Ryan Clifford McGill (born February 28, 1969) is a Canadian former professional ice hockey player, and current assistant coach with the New Jersey Devils of the National Hockey League (NHL). He played in the 151 games in the NHL with the Chicago Blackhawks, Philadelphia Flyers, and Edmonton Oilers between 1991 and 1995. McGill's playing career ended prematurely as a result of an eye injury.

Playing career
McGill is a native of Sherwood Park, Alberta. A second-round draft choice of the Chicago Blackhawks in the 1987 NHL Draft, he played a total of 151 career NHL games over a seven-year career with the Blackhawks, Philadelphia Flyers and Edmonton Oilers. His professional playing career also included the American Hockey League and International Hockey League. As a player in the Blackhawks development system, he was a member of the 1990 Turner Cup Champions which was then coached by Darryl Sutter.

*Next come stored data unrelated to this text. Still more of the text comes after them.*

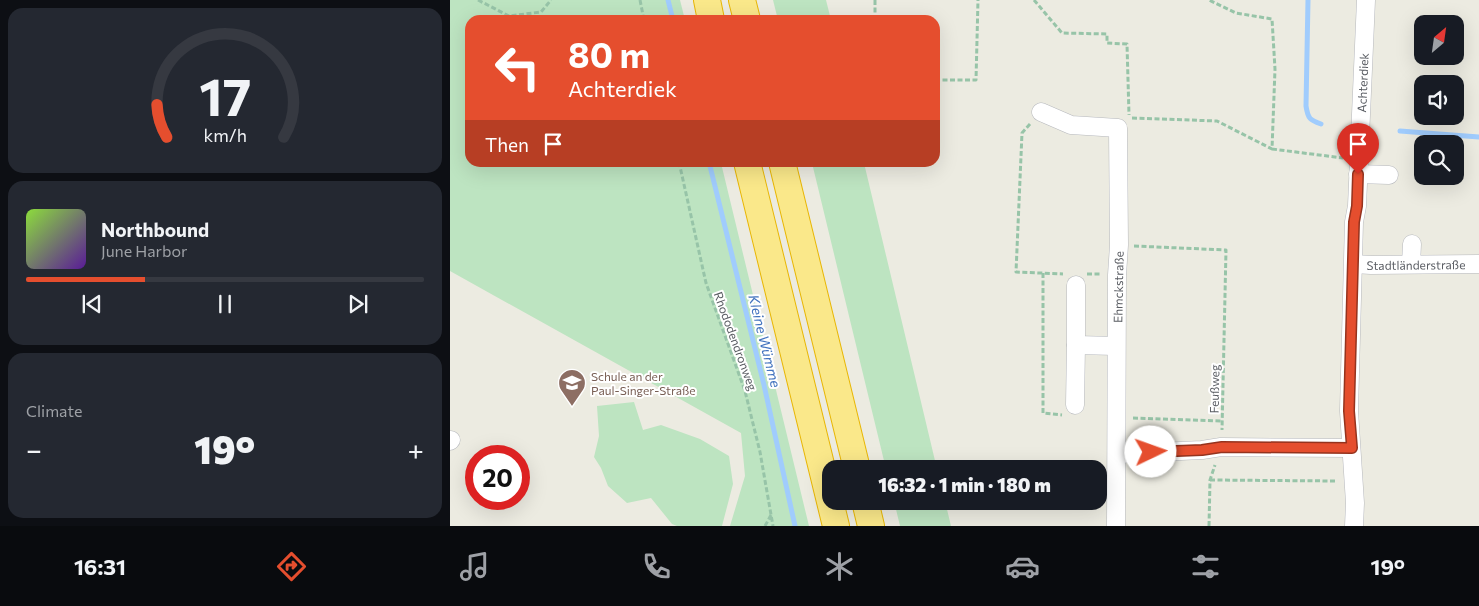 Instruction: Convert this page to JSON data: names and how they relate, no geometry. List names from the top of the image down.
{
  "streets": {
    "street": ["Achterdiek", "Stadtländerstraße", "Ehmckstraße"],
    "path": ["Rhododendronweg", "Feußweg"]
  },
  "crossings": [
    ["Achterdiek", "Stadtländerstraße"],
    ["Ehmckstraße", "Feußweg"]
  ],
  "water": ["Kleine Wümme"],
  "places": {
    "school or university": ["Schule an der Paul-Singer-Straße"]
  },
  "north": "top right",
  "page": {
    "turn": ["80 m", "Achterdiek"],
    "then": "Then",
    "song": ["Northbound", "June Harbor"],
    "tile": "Climate",
    "heat": ["−", "19°", "+"],
    "limit": "20",
    "trip": "16:32 · 1 min · 180 m",
    "tabs": ["16:31", "19°"],
    "gauge": ["17", "km/h"]
  }
}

As an Edmonton Oiler, McGill was struck in the left eye by a puck and was declared legally blind in that eye. He was forced into early retirement at the age of 26.

Coaching career
McGill served as an assistant coach for the Edmonton Ice in the Western Hockey League during the 1996–97 season. When the team began the 1997–98 season with nine losses and one tie, head Dave Siciliano was fired on October 24, 1997, and replaced by McGill.

McGill coached 350 games in the Western Hockey League, capping it off by steering the Kootenay Ice to the 2001–02 Memorial Cup title, the championship of all Canadian Major Junior hockey.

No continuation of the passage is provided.